_What to produce_.
Below are some entries. Copy each line that holds the string "above".

──────────────────────────────

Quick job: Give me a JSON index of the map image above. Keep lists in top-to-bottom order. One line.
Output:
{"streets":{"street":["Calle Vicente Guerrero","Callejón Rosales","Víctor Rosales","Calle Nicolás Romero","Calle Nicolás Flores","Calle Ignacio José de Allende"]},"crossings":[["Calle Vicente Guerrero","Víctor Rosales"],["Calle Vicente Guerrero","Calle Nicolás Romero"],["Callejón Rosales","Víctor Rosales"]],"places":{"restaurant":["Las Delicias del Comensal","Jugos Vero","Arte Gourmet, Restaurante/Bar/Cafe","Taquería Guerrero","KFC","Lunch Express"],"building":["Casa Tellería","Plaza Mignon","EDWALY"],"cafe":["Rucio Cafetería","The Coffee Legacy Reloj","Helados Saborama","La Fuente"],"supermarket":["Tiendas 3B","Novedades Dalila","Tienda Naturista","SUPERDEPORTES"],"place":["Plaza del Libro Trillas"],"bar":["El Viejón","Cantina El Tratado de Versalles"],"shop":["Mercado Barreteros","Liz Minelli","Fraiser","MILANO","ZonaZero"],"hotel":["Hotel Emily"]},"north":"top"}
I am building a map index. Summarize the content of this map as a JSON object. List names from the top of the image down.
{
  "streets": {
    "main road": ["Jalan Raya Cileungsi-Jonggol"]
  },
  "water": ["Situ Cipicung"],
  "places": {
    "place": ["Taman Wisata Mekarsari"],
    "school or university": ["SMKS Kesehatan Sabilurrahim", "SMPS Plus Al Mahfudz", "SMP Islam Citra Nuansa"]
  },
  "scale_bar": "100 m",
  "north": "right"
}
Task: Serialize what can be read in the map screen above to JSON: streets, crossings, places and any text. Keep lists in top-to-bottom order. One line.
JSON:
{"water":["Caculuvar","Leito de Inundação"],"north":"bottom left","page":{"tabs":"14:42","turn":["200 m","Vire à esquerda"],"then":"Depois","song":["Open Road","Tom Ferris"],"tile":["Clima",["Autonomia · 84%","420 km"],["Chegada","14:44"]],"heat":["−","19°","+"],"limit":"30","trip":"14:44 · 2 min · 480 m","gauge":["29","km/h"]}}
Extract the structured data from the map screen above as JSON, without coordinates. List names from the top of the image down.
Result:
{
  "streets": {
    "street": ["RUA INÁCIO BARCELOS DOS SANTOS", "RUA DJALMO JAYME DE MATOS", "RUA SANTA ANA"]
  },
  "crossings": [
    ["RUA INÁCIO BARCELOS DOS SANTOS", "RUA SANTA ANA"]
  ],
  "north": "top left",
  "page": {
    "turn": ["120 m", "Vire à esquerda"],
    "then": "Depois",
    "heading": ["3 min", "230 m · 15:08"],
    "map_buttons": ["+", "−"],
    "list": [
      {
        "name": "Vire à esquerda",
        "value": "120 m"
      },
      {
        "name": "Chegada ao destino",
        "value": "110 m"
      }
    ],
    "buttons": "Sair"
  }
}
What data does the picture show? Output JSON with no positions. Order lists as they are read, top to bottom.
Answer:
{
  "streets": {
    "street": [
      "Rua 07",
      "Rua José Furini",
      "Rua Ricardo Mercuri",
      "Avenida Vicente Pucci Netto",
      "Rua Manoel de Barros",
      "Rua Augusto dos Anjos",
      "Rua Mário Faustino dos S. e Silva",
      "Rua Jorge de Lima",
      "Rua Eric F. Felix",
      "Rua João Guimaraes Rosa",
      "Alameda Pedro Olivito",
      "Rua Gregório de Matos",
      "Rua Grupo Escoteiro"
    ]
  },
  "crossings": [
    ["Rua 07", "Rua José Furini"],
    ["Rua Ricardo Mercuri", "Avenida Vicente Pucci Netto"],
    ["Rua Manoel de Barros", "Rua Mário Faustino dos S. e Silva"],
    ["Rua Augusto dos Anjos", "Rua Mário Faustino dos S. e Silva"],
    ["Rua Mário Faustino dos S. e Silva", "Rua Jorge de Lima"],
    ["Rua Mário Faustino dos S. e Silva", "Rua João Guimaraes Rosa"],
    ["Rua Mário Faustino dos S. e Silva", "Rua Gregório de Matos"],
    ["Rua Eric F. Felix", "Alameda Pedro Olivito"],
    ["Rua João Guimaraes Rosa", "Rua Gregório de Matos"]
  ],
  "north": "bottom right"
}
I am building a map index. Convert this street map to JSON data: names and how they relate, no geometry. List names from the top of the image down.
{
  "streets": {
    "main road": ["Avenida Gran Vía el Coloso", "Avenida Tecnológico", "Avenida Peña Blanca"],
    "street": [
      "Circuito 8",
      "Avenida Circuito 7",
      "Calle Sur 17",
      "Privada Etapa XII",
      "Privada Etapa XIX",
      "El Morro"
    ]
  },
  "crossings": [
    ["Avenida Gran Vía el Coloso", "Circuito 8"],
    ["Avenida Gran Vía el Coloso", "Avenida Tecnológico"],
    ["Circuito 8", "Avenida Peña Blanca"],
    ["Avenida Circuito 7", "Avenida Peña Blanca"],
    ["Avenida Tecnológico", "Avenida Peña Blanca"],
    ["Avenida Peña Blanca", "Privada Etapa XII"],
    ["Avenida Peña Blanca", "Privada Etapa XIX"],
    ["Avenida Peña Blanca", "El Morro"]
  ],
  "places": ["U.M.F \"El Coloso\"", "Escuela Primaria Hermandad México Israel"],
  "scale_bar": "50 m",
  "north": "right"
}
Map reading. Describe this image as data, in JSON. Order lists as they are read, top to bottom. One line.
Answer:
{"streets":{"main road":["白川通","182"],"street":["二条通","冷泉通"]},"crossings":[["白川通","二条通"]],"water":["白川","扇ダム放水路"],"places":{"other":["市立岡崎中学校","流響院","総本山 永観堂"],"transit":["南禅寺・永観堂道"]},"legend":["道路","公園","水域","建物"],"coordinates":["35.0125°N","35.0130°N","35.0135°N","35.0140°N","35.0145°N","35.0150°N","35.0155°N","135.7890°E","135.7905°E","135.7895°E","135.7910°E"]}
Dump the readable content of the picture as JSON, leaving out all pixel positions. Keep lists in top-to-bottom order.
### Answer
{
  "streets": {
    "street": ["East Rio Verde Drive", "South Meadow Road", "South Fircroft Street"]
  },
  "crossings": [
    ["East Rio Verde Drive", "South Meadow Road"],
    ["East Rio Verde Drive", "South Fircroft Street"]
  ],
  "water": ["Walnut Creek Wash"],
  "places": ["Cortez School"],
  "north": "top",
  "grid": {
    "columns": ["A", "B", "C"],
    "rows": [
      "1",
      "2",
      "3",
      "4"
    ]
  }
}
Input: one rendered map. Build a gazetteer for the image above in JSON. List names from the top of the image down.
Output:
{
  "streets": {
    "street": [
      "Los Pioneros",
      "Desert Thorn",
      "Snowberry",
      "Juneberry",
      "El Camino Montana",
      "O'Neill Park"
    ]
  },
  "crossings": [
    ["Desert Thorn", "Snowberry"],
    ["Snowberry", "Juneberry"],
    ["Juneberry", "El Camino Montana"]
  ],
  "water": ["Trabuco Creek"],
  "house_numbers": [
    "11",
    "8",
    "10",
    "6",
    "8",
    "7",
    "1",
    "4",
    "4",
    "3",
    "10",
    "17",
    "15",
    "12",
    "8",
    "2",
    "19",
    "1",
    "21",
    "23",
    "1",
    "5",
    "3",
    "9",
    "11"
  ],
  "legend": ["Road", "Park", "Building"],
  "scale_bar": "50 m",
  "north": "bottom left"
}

──────────────────────────────

_The answer_.
Quick job: Give me a JSON index of the map image above. Keep lists in top-to-bottom order. One line.
Task: Serialize what can be read in the map screen above to JSON: streets, crossings, places and any text. Keep lists in top-to-bottom order. One line.
Extract the structured data from the map screen above as JSON, without coordinates. List names from the top of the image down.
Input: one rendered map. Build a gazetteer for the image above in JSON. List names from the top of the image down.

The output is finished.